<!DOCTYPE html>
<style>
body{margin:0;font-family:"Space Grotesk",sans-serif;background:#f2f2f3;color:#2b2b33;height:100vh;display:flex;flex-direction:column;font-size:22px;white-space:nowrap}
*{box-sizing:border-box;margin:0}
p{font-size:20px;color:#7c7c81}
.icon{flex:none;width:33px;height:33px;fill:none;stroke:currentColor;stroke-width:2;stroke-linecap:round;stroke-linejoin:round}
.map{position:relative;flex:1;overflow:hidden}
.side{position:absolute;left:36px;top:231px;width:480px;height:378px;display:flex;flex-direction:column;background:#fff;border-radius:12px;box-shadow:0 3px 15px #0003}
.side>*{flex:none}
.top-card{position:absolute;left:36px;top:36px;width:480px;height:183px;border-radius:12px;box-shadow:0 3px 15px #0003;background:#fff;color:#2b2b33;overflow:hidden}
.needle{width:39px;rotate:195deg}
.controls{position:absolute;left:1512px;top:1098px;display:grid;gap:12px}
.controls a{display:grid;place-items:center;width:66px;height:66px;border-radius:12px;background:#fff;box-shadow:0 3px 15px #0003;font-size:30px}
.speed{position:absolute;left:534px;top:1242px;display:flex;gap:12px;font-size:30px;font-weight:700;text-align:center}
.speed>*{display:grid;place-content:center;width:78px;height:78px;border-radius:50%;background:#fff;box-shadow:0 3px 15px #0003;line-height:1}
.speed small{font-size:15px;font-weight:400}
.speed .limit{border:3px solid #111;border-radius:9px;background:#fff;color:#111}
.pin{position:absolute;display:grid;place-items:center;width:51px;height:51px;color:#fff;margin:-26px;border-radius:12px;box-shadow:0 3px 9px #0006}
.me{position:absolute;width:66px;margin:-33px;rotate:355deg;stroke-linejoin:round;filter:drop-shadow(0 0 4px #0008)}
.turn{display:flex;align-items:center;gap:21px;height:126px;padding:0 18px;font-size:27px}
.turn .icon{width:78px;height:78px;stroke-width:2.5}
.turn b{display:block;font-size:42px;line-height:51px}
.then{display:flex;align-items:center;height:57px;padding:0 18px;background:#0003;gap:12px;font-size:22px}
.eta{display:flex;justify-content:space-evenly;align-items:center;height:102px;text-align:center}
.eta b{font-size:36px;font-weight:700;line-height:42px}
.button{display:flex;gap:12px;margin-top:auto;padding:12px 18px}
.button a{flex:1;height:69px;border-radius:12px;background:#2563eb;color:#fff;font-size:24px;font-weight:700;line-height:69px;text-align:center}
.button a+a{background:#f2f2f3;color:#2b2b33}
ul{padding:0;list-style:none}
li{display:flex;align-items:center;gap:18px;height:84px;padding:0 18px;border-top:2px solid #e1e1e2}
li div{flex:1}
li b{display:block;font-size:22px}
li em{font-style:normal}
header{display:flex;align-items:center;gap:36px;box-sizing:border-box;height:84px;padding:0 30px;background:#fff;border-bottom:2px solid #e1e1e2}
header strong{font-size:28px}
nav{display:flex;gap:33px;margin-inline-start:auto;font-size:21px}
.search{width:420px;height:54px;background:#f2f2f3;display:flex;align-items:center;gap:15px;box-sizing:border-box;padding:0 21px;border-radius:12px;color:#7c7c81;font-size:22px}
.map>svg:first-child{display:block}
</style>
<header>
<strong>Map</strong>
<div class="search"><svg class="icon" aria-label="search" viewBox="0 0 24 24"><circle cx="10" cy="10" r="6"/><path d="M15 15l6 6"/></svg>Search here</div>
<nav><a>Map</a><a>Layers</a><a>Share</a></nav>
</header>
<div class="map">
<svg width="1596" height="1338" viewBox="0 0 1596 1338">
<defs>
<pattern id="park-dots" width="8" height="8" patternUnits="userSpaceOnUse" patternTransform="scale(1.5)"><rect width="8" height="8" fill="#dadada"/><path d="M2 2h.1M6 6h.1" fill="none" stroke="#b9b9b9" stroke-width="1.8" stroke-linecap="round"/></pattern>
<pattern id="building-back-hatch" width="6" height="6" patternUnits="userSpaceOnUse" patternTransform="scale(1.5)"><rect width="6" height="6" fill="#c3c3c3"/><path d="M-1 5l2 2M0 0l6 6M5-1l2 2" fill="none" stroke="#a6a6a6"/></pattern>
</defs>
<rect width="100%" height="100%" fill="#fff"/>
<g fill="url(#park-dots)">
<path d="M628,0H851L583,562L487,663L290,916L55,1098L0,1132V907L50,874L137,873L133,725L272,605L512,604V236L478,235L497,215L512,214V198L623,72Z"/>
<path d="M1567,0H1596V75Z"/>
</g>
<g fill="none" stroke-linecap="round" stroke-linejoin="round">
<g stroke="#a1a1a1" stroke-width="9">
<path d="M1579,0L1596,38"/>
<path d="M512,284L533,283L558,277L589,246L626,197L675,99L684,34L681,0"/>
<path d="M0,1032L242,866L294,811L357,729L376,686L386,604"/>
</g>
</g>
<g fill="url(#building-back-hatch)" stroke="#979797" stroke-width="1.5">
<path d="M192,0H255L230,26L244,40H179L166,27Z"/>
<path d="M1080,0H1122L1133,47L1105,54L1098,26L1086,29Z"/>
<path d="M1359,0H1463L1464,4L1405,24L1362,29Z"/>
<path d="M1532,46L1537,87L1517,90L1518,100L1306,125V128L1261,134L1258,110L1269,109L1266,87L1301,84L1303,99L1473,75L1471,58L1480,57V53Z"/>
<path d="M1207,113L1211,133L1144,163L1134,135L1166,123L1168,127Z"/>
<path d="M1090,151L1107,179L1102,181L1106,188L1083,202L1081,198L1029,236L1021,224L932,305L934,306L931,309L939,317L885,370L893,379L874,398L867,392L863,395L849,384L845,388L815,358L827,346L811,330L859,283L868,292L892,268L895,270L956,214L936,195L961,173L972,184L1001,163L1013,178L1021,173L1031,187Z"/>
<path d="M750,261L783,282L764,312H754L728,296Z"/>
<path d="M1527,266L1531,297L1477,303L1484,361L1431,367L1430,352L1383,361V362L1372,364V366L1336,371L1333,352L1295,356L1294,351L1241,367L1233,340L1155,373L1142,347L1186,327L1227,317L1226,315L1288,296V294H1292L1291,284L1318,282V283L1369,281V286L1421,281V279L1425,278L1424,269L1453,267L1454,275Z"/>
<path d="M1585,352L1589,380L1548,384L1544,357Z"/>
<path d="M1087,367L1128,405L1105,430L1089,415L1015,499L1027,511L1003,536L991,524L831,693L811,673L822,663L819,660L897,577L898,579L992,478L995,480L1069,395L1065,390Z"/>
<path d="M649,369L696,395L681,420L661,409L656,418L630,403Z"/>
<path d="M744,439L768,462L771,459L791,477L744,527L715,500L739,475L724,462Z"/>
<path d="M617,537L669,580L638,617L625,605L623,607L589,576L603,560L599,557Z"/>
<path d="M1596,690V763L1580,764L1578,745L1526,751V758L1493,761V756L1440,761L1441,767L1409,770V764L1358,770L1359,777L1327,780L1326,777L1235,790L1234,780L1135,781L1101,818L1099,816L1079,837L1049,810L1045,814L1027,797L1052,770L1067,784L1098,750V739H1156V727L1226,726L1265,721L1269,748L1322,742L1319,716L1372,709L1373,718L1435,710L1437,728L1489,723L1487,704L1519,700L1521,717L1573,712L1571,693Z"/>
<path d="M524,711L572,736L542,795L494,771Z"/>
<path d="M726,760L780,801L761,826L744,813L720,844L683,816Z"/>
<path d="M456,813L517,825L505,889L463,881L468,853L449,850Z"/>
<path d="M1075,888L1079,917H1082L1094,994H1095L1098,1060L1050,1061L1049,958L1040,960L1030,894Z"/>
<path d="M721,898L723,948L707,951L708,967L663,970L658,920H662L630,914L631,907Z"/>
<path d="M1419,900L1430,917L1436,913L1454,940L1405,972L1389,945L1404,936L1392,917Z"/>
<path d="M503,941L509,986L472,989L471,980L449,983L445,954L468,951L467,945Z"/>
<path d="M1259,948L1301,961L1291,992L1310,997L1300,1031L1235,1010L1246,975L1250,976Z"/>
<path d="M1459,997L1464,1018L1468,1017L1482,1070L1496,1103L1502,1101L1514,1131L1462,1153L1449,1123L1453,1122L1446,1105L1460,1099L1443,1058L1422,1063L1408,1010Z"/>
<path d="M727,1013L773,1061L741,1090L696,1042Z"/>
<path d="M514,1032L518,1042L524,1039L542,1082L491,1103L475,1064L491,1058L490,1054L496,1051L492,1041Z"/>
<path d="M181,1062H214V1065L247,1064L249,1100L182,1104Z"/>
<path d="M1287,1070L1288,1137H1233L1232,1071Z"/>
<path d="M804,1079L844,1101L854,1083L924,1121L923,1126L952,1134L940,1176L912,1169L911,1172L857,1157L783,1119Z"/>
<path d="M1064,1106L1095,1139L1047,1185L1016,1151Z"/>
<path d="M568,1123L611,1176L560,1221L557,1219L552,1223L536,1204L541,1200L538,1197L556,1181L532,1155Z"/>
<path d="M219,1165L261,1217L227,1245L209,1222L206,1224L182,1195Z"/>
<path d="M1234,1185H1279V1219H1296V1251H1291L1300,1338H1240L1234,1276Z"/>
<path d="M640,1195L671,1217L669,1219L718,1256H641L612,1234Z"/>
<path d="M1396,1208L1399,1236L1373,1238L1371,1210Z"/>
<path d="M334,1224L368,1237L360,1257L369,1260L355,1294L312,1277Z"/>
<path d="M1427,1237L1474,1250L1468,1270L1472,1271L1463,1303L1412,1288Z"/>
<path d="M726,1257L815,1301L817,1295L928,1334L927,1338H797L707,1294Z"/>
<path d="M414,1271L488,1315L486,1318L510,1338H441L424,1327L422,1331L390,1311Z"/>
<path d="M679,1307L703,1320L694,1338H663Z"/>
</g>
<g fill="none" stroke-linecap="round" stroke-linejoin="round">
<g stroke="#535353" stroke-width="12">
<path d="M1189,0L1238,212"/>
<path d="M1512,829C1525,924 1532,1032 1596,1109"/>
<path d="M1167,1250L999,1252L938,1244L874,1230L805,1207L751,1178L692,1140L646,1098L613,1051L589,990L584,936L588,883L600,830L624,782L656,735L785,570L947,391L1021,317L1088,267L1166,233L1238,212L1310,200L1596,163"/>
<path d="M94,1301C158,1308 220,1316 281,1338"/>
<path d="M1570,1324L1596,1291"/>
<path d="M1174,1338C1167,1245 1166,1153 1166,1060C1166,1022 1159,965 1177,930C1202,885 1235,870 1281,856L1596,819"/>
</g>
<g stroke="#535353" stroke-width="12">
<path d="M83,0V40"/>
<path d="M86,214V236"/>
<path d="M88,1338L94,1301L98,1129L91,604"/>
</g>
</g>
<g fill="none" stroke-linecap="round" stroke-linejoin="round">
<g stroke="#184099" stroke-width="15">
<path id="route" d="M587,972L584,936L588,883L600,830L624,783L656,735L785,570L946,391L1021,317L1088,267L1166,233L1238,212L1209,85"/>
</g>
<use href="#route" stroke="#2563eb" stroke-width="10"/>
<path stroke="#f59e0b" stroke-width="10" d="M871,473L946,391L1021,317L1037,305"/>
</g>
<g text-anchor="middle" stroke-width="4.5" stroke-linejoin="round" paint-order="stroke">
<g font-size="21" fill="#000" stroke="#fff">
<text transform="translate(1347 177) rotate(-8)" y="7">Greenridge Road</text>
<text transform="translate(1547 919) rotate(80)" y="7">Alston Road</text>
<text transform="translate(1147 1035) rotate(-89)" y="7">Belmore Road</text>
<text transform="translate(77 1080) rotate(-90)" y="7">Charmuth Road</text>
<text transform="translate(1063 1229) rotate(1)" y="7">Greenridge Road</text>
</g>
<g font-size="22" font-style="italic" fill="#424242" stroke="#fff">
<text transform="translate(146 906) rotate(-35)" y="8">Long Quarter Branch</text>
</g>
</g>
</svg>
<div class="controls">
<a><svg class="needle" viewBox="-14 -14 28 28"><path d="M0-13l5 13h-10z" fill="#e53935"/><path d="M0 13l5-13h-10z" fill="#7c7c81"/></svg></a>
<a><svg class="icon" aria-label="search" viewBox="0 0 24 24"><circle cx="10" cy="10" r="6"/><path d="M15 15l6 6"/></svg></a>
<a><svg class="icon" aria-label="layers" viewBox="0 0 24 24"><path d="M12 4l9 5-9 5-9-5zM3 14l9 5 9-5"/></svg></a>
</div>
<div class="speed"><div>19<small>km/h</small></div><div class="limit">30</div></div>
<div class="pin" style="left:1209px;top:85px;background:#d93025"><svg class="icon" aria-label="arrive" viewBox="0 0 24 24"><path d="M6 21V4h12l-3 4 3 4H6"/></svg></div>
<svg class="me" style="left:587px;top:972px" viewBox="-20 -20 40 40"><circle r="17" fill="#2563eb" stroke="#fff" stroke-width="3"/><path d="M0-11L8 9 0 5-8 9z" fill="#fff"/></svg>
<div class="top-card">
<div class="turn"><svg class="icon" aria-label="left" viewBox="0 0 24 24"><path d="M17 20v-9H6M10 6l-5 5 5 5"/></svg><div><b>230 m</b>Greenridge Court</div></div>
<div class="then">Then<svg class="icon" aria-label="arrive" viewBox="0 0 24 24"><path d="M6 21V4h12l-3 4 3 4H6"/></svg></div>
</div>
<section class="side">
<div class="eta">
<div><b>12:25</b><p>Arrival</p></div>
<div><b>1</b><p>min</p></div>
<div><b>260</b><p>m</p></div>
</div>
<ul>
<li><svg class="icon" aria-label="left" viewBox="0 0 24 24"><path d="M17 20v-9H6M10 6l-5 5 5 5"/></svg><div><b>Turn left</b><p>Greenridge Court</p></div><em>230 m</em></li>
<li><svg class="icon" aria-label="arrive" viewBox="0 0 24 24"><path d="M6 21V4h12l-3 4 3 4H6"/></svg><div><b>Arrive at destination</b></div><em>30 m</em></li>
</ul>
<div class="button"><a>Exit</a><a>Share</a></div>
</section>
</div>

= = = =

Exercise prompt
Search the data for the string "grid" and copy out every line where it is found.

Completed task
.controls{position:absolute;left:1512px;top:1098px;display:grid;gap:12px}
.controls a{display:grid;place-items:center;width:66px;height:66px;border-radius:12px;background:#fff;box-shadow:0 3px 15px #0003;font-size:30px}
.speed>*{display:grid;place-content:center;width:78px;height:78px;border-radius:50%;background:#fff;box-shadow:0 3px 15px #0003;line-height:1}
.pin{position:absolute;display:grid;place-items:center;width:51px;height:51px;color:#fff;margin:-26px;border-radius:12px;box-shadow:0 3px 9px #0006}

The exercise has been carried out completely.